Always check the evidence in Weight of Evidence

During one of ADC’s recent projects, we developed a behavioral score card, modelling the probability of a client becoming “At-Risk” in the next months. We used a technique called Weight of Evidence scaling on our data. Some blogs promote to use WoE scaling as a solution to automate the data preparation process. I’m not so sure you should, and here’s why. For those of you not familiar with the technique, some explanation here https://www.listendata.com/2015/03/weight-of-evidence-woe-and-information.html and here http://ucanalytics.com/blogs/information-value-and-weight-of-evidencebanking-case/.

The Pros

WoE scaling is popular in credit risk modelling, so obviously it should have some attractive features to it. And it does. WoE mitigates the need to do extensive outlier analysis, as extreme values just end up in the first and last bins and thus won’t ruin the fit of your model. Since bins are used, we can create an extra bin for NA’s, so no treatment of missing values is necessary either. Then there is the modelling of non-linear effects. Figure 1 is a nice example of non-linearity that would be hard to model without WoE, because of the quirky nature of the relationship. Finally, another advantage is that fewer parameters are needed for categorical variables, as the factors are transformed to a numerical WoE-value and thus only a single parameter has to be estimated. So far, so good, right? It seems like a great technique that solves a lot of modelling problems for you. Then why am I not convinced about WoE scaling?

Figure 1: Red dots are WoE values, grey bars are number of observations per bin

The Cons

My concerns with WoE scaling are both practical and conceptual. Let’s start with the practical issue: Binning. WoE uses binned numerical variables and on those bins the log odds ratio is calculated.  But how should I choose my bins? Do I use empirical quantiles? Do I divide the range of the variable in equal parts? Or should I choose the bins by hand? Then the next question that naturally arises is: How many bins do I choose? Too few causes harsh aggregation that loses much of the available information from that variables. Too many bins may cause overfitting in the WoE transformation and may raise issues with low numbers of observations per bin. When is this number of observations even “low” and when is it “sufficient”?

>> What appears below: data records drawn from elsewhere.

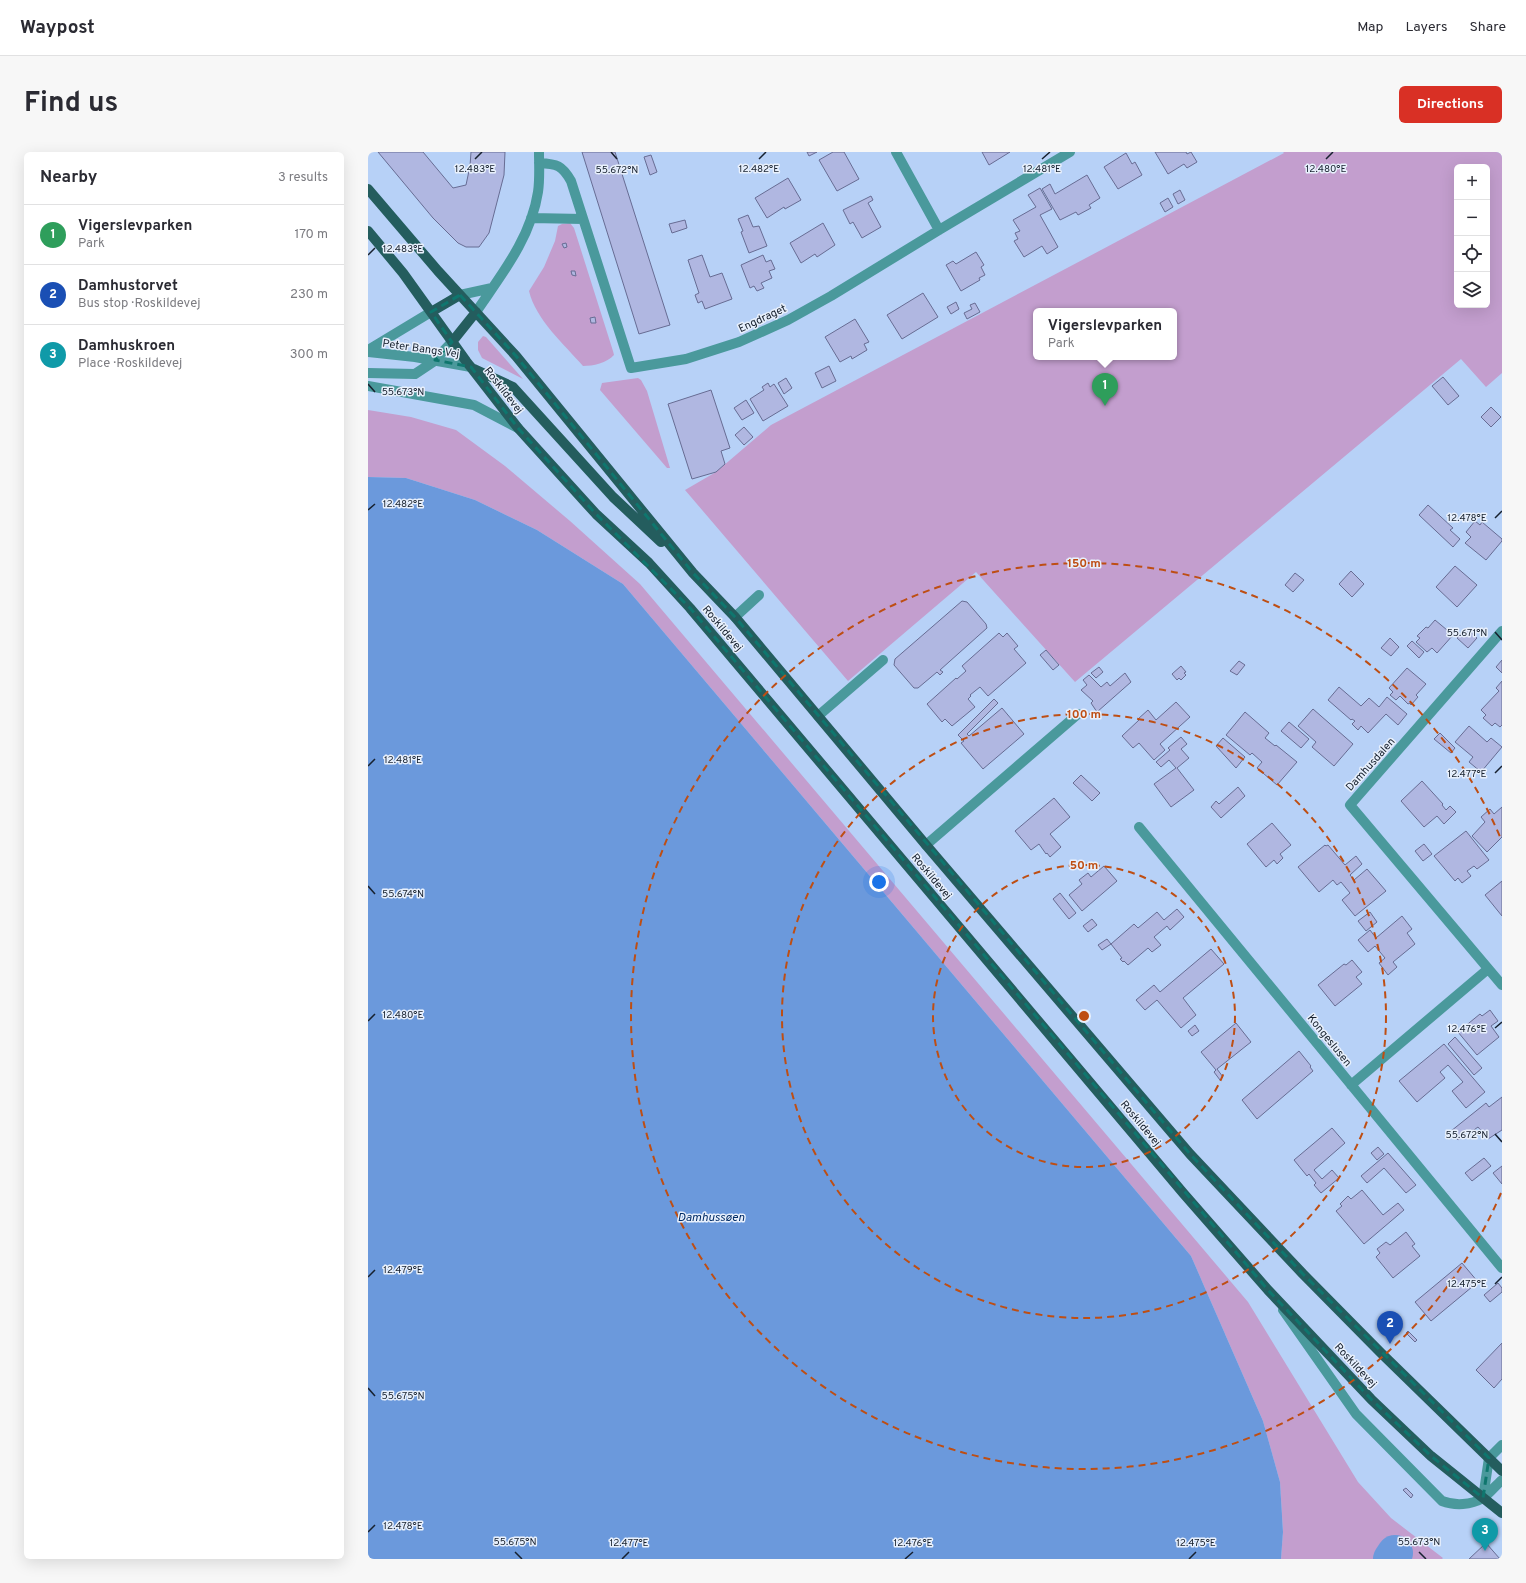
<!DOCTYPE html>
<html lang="en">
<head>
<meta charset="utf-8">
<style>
  :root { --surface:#fff; --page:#f7f7f7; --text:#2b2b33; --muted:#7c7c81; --line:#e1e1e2; --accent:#d93025 }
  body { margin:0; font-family:Overpass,sans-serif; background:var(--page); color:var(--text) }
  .controls { position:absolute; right:12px; top:12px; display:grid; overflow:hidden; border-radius:6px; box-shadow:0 4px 16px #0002 }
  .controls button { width:36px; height:36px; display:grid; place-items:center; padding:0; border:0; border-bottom:1px solid var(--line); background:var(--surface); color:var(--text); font:20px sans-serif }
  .you { position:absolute; left:511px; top:730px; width:14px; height:14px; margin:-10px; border:3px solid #fff; border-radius:50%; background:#1a73e8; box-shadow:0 0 0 6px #1a73e833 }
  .badge { display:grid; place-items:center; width:26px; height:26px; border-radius:50%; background:var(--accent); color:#fff; font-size:13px; font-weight:700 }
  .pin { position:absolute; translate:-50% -33px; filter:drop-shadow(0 1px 2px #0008) }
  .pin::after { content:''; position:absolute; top:21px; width:14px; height:12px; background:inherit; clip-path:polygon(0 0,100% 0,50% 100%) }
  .popup { position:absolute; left:665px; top:156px; width:144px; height:52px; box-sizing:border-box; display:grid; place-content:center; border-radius:6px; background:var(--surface); filter:drop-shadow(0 1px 3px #0005); font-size:13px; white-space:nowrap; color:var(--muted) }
  .popup b { font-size:15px; color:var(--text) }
  .popup::after { content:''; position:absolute; left:50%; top:100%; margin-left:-8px; border:8px solid transparent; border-top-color:var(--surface) }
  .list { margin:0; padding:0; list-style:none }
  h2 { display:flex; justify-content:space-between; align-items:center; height:52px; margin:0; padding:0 16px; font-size:17px }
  h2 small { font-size:13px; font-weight:400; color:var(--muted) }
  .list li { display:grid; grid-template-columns:26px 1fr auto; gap:12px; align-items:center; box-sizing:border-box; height:60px; padding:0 16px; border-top:1px solid var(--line) }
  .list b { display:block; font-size:15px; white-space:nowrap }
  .list p { margin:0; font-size:13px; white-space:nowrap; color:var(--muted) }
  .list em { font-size:13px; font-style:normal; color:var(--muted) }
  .icon { flex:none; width:22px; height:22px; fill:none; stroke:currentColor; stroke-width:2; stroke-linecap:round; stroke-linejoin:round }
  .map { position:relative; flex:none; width:1134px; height:1407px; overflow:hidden; border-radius:6px }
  header { display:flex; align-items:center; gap:24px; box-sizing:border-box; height:56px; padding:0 20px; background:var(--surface); border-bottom:1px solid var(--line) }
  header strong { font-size:19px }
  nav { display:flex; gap:22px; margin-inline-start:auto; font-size:14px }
  .intro { display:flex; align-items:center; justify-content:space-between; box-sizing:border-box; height:96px; padding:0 24px }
  h1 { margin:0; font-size:28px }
  .button { padding:10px 18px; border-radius:6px; background:var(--accent); color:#fff; font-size:14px; font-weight:700 }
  main { display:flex; gap:24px; padding:0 24px }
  aside { flex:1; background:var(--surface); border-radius:6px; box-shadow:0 4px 16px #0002 }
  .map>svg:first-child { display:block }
  .green { fill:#c39ece; fill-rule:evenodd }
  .water { fill:#6b99dc }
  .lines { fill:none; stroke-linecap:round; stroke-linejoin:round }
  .river { stroke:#6b99dc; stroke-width:36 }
  .building { fill:#b0b7e1; stroke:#676c93 }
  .minor { stroke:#4a999c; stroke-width:10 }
  .major { stroke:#245d5e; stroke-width:10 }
  .marked { fill:none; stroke:#0f766e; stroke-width:3; stroke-dasharray:8 5; stroke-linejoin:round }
  .ticks { fill:none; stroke:#17212f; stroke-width:1.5 }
  .ring { fill:none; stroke:#be4e13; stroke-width:2; stroke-dasharray:7 5 }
  .labels { text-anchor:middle; stroke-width:3; stroke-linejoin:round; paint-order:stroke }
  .street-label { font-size:11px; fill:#17212f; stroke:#e8f0fc }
  .water-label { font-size:12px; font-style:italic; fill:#002b66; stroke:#e8f0fc }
  .ticks-label { font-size:10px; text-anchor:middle; fill:#17212f; stroke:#e8f0fc; stroke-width:3; stroke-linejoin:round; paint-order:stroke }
  .centre { fill:#be4e13; stroke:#e8f0fc; stroke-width:2 }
  .ring-label { font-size:12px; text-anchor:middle; font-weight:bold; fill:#be4e13; stroke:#e8f0fc; stroke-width:3; stroke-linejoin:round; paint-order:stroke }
</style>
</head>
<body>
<header>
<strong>Waypost</strong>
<nav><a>Map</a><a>Layers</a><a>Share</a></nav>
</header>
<div class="intro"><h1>Find us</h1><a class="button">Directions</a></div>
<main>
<aside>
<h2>Nearby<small>3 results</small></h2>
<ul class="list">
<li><span class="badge" style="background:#2e9e5b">1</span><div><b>Vigerslevparken</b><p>Park</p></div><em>170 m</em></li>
<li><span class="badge" style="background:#1a4fb4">2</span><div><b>Damhustorvet</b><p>Bus stop · Roskildevej</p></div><em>230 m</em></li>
<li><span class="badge" style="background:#0f9aa8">3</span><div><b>Damhuskroen</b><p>Place · Roskildevej</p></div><em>300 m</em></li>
</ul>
</aside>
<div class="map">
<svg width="1134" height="1407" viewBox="0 0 1134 1407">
  <rect width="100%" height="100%" fill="#b7d1f7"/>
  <path class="green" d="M915,0h219v221l-16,14 -25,-28 -386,323 -99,-110 -128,109 -163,-191 31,-18 55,-47 513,-272zM1089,15h30v138h-30zM668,159h138v46h-138z
    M202,71l4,5 39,123 1,4c-7,8 -21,11 -31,11 -19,-22 -47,-46 -54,-75l15,-24 11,-26 3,-15 4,-2z
    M115,184l3,1 37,42 -41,-21 -4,-8v-8z
    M270,226l3,2 6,11 23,77h-3l-67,-78 2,-7z
    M0,258l43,7 45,13 49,36 65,55 70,63 608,718 110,180 33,36 52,40 -1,1h-161l2,-27 -3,-50 -17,-61 -72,-165 -568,-672 -86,-54 -62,-30 -69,-22 -38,-1z"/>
  <path class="water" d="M0,325l38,1 69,22 62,30 86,54 568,672 72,165 17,61 3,50 -2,27h-913z"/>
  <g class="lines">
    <path class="river" d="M1023,1407l4,-6"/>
  </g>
  <path class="building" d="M10,0h45l30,36 13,-3 4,-19 1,-14h34l-1,23 -15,58 -10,14h-13l-8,-4 -25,-25z
    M214,0h33l55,173 -31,9z
    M439,0h10l-8,4z
    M465,0h11l15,27 -22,12 -18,-31z
    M614,0h28l-21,13z
    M787,0h31l1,2 4,-2 6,10 -10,6 -3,-4 -16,10z
    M758,1l6,11 3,-2 7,13 -24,14 -14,-22z
    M283,3l6,17 -7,3 -6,-18z
    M719,23l13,23 -11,7 2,3 -13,7 -2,-3 -16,8 -18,-31 8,-5 5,10z
    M420,26l13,22 -16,9 -1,-2 -17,11 -12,-20z
    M672,36l12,21 -12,6 18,32 -11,7 -5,-8 -18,11 -10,-16 4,-2 -3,-6 5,-2 -7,-11 23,-13 -8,-12z
    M812,38l5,10 -7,4 -5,-10z
    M503,44l2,4 -5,3 13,24 -19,11 -9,-16 -3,2 -7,-14z
    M800,46l5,9 -8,5 -5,-9z
    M380,63l5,12 6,-1 8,20 -18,7 -8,-21 2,-1 -5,-12z
    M317,68l2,8 -15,5 -3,-9z
    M455,71l12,22 -18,12 -2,-3 -14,9 -11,-20z
    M198,91l1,4 -3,1 -2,-4z
    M608,100l8,13 -3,2 4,8 -6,3 1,2 -19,11 -15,-26 7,-4 3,3z
    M334,103l8,22 12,-4 10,26 -27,10 -3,-8 -4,2 -3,-8 4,-2 -11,-33z
    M395,103l3,7 5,-2 4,9 -6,2 3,7 -11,5 3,5 -7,3 -3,-5 -4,2 -9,-23z
    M203,119h4l1,5 -4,-1z
    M555,141l15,24 -36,22 -15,-24z
    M588,150l3,7 -8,5 -4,-7z
    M607,151l5,9 -13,7 -3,-6 8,-4 -2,-4z
    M227,165l1,6h-5l-1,-5z
    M487,167l14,23 -5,2 3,6 -15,9 -1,-3 -11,6 -15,-25z
    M461,214l7,15 -14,7 -7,-15z
    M1075,225l16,19 -11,9 -16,-19z
    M418,226l6,10 -8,6 -6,-11z
    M400,231l2,4 4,-3 14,22 -25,15 -13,-22 14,-9 -2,-3z
    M343,238l19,58 -9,3 4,13 -9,8 -24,7 -24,-75z
    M378,248l8,13 -12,7 -8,-12z
    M1123,255l10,10 -10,10 -10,-10z
    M376,275l9,10 -9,8 -9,-10z
    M1060,353l25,23 -3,2 10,9 -7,8 -34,-32z
    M1107,369l5,4 2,-3 20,17v2l-16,19 -21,-17 6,-6 -5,-5z
    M1087,414l22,19 -20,22 -21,-20z
    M983,419l13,13 -12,13 -13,-13z
    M927,421l9,7 -11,12 -8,-7z
    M594,449l5,1 19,22 1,4 -47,42 3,2 -3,3 -3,-3 -19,16h-4l-20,-23 1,-6z
    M1067,468l18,15 -16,18 -5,-5 -5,4 -11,-10 4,-4 -3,-2 9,-9 2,1z
    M1098,476l11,10 -9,10 -11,-10z
    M631,481l4,4 4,-4 11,13 -4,3 12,14 -38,33 -8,-9 -10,8 1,1 -3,3 7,8 -23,19 -7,-7 -3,3 -15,-18 29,-26 1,1 9,-8 -4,-5z
    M1022,486l9,9 -8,9 -10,-8z
    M1044,489l12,11 -5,6 -12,-12z
    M678,498l13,15 -6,5 -13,-15z
    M1134,508v13l-6,-6z
    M871,509l6,4 -8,10 -7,-4z
    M813,514l5,6 -2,1 2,2 -5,5 -2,-2 -2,2 -5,-6z
    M731,515l4,5 -7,6 -5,-5z
    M1039,516l19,16 -10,11 2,2 -7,8 -1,-2 -2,1 -8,-8 -4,4 -6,-5 3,-3 -4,-4z
    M757,521l6,9 -34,30 -6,-9 2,-2 -12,-11 6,-5 -4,-5 6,-5 12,12 6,-5 3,4z
    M1134,529v44l-2,2 -5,-4 -3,3 -9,-8 3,-3 -5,-5 18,-19 -3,-3z
    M971,535l22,19 8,-8 10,9 8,-10 20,17 -9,11 -12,-11 -18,19 -7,-7 -3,4 -6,-6 3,-3 -3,-2 -1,1 -23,-20z
    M626,547l4,4 -31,31 2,2 33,-28 22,26 -41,35 -22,-26 3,-2 -6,-6z
    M808,550l14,15 -30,27 5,6 -11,10 -15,-17 -6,5 -11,-12 17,-16 -1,-1 10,-9 8,10z
    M945,557l40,35 -19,22 -22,-19 4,-5 -18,-16z
    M877,560l24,21 -4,5 10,8 1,-1 21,17 -20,23 -20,-17 5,-6 -10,-9 -2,2 -24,-20z
    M921,570l20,17 -8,9 -20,-17z
    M1101,574l18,16 4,-4 11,9 -21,25 -12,-10 4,-5 -18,-15z
    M1072,581l15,15 -4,5 -17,-14z
    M813,585l6,7 -6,5 8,9 -12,10 17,22 -23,17 -17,-23 22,-16 -7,-8 -8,7 -5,-5 14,-12 -2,-2z
    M855,586l22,19 -9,11 -20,-22z
    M713,623l19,18 -8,8 -19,-18z
    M1054,629l21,23 -1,1 4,5 4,-4 6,6 -12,12 -7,-8 -13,11 -23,-26z
    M870,635l7,9 -24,22 -10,-11 5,-6 3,3z
    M686,646l16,19 -20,17 11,13 -11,10 -3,-4 -1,1 -7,-10 -8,6 -16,-19z
    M1134,655v30l-15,15 -15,-16 13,-14 -4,-5 9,-8 4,5z
    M904,671l19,22 -11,9 3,4 -6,6 -3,-4 -8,7 -19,-23z
    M1098,679l23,29 -12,9 -3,-3 -7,5 4,5 -9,7 -4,-5 -3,3 -21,-25z
    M1056,692l8,10 -9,7 -8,-10z
    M957,693l1,1 2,-1 17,20 11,-9 6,8 -12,11 4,5 13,-11 19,22 -31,25 -13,-16 8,-7 -9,-11 -4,3 -4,-5 -14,12 -21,-25z
    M736,714l13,15 -35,30 -13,-16 13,-11 -3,-4 9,-7 3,4z
    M1134,729v35l-17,-21z
    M692,741l16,20 -7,6 -16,-20z
    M809,757l7,8 -14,13 -3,-4 -13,11 7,8 -9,7 -4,-4 -20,17 -4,-4 -1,1 -3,-3 2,-1 -11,-14 23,-20 4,4 19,-16 7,8z
    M1002,760l7,10 -11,9 -8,-10z
    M1034,764l10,13 -5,4 8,11 -22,18 4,5 -9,8 -9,-12 6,-5 -10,-12 -7,6 -10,-12 12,-10 6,8z
    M724,767l5,6 -9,7 -5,-6z
    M739,787l4,5 -9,6 -4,-5z
    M843,797l13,15 -41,34 13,17 -15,13 -24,-28 -12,10 -9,-10 18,-15 6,7z
    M984,808l10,12 -6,5 6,7 -27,22 -17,-21 26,-21 2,1z
    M1122,858l8,11 -7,5 8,11 -22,18 -19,-23 22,-18 2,2z
    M868,871l15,19 -34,27 6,8 -3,3 -6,-8 2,-2 -15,-18z
    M827,873l4,6 -7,5 -4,-5z
    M1087,885l27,31 -8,7 -26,-31z
    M1076,892l41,48 -19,16 -14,-17 11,-9 -15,-17 -8,7 5,6 -28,24 -18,-21z
    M931,899l12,15 -1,1 3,4 -56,48 -15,-19z
    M1134,945v33l-14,9 -10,-12 -7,5 -2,-2 -11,10 -7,-9 35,-28 3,4z
    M964,976l13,15 -31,27 8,9 10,-9 7,8 -18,15 -7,-8 2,-2 -7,-9 -2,2 -13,-16z
    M1010,995l6,7 -7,6 -6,-7z
    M1020,1001l28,32 -10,8 -22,-25 -17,15 -6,-7z
    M1116,1006l7,8 -19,15 -7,-8z
    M1134,1014v18l-9,-11z
    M994,1038l21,25 15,-12 6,7 -40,34 -28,-33 6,-5 -2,-2 8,-8 3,3z
    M1038,1080l9,12 -3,2 8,10 -27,22 -17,-21 4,-4 -3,-4 9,-7 4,3z
    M1094,1111l16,19 -47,39 -16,-19z
    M1130,1131l4,5v4l-12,10 -6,-7z
    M1040,1179l9,9 -2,2 -9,-9z
    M1134,1191v36l-8,9 -18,-18z
    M1038,1336l7,7 -2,3 -8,-8z
    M1118,1391l14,16h-31z"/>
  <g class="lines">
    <path class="minor" d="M528,0l43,78
      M171,11c18,1 23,2 32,18l60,187 55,-9 53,-17 49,-22 43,-24 108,-66 131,-78
      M163,66l52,1
      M92,143l32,-7
      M108,160c25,-37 55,-74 62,-120 2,-13 1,-27 1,-40
      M0,198l63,-38
      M0,200l47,5 56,10
      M0,221l47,1 18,-12 19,-20
      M0,234l106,19 44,23
      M367,465l24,-22
      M1134,479l-152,174 152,180
      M450,564l65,-56
      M771,675l363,441
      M558,693l152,-131
      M983,933l137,-116
      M915,1158l73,104 86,87c13,5 29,4 41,-3 7,-5 13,-13 19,-18
      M1115,1346l6,-40 13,-13"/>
    <path class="major" d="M0,37l70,82 78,85 177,217 42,44 191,228 264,309 113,120 78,79 121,118
      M0,79l35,42 63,88 52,67 78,86 53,49 41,45 494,586 84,96 103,109 60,57 71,57
      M63,160l29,-17
      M84,190l24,-30
      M106,217l39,18 100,110 48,45"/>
  </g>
  <path class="marked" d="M92,143l56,61 177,217 42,44 455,537 113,120 186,184 -6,40 -52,-42 -60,-57 -103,-109 -578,-682 -94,-94 -78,-86 -47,-61 -36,-7 17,-18 -21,-30z"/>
  <path class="ticks" d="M243,0l6,7M107,7l7,-7M391,7l7,-7M674,7l8,-7M958,7l7,-7M0,103l7,-7M0,232l7,8M0,358l7,-6M1127,366l7,-7M1127,480l7,8M0,614l7,-7M1127,621l7,-7M0,734l7,8M0,869l7,-7M1127,876l7,-6M1127,982l7,8M0,1125l7,-7M1127,1132l7,-7M0,1236l7,8M0,1380l7,-7M147,1400l7,7M1051,1400l7,7M254,1407l7,-7M537,1407l8,-7M821,1407l7,-7"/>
  <g class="ring">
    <circle cx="716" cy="864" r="151"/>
    <circle cx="716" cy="864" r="302"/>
    <path d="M1133 1041A453 453 0 1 1 1133 687"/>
  </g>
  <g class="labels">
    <g class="street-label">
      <text transform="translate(394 166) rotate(-25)" y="4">Engdraget</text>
      <text transform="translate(53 196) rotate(8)" y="4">Peter Bangs Vej</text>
      <text transform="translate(136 238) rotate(52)" y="4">Roskildevej</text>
      <text transform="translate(355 476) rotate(50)" y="4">Roskildevej</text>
      <text transform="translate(1002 612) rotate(-48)" y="4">Damhusdalen</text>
      <text transform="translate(564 724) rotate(50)" y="4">Roskildevej</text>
      <text transform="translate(962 888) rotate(51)" y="4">Kongeslusen</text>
      <text transform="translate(773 971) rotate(50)" y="4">Roskildevej</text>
      <text transform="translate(988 1213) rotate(47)" y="4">Roskildevej</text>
    </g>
    <g class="water-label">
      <text x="343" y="1069">Damhussøen</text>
    </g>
  </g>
  <g class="ticks-label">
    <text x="107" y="20">12.483°E</text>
    <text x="674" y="20">12.481°E</text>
    <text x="958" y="20">12.480°E</text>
    <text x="391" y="20">12.482°E</text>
    <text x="249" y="21">55.672°N</text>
    <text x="35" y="100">12.483°E</text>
    <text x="35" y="243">55.673°N</text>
    <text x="35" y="355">12.482°E</text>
    <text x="1099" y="369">12.478°E</text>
    <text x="1099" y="484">55.671°N</text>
    <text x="35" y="611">12.481°E</text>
    <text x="1099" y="625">12.477°E</text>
    <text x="35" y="745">55.674°N</text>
    <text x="35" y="866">12.480°E</text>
    <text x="1099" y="880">12.476°E</text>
    <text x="1099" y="986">55.672°N</text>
    <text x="35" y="1121">12.479°E</text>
    <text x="1099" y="1135">12.475°E</text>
    <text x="35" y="1247">55.675°N</text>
    <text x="35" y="1377">12.478°E</text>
    <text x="147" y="1393">55.675°N</text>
    <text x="1051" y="1393">55.673°N</text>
    <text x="261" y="1394">12.477°E</text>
    <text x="545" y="1394">12.476°E</text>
    <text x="828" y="1394">12.475°E</text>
  </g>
  <circle cx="716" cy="864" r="6" class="centre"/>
  <g class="ring-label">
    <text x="716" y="415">150 m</text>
    <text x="716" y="566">100 m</text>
    <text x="716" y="717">50 m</text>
  </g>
</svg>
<div class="controls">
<button>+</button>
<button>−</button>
<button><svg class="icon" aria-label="locate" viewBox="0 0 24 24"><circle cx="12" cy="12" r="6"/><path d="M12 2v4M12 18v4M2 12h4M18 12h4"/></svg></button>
<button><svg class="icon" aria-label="layers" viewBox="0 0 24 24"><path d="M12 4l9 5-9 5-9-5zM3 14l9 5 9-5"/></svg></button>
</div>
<div class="you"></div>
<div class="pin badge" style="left:737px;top:254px;background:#2e9e5b">1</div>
<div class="popup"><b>Vigerslevparken</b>Park</div>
<div class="pin badge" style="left:1022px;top:1192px;background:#1a4fb4">2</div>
<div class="pin badge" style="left:1117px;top:1399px;background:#0f9aa8">3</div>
</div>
</main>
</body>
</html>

The second, more conceptual issue I see with the WoE transformation, is the fixing of non-linear effects. When doing a multivariate regression with WoE transformed data, we essentially model a linear combination of the univariate, possibly non-linear relations. But what if the non-linearity that is present univariately can be explained by other variables? Since the relationships are fixed, a correction here is not possible anymore. Maybe the quadratic relationship in Figure 2 would have disappeared once we added more variables. The dips/peaks in the graph look like outliers, but they are based on around 50K and 100K observations respectively. What to do there? Without investigating why these relationships exist, a multivariate regression using WoE is just smacking a bunch of univariate relationships together and hoping for the best.

Figure 2: Again, red dots are WoE values, grey bars are number of observations per bin

The Bottom Line

I think WoE scaling is a nice technique that offers a lot of advantages in the modelling process. I disagree however with the notion that it can be used effectively to automate the processing of input variables for logistic regression. If explainability of the model is not a requirement and non-linear effects are suspected to be present, then you might just as well go for full-blown machine learning approaches like tree-based methods or neural networks.  If explainability of the model is required, all WoE transformations should be investigated and hand checked by the modeler, to ensure that you get a correct well supported model. In short: Always check the evidence.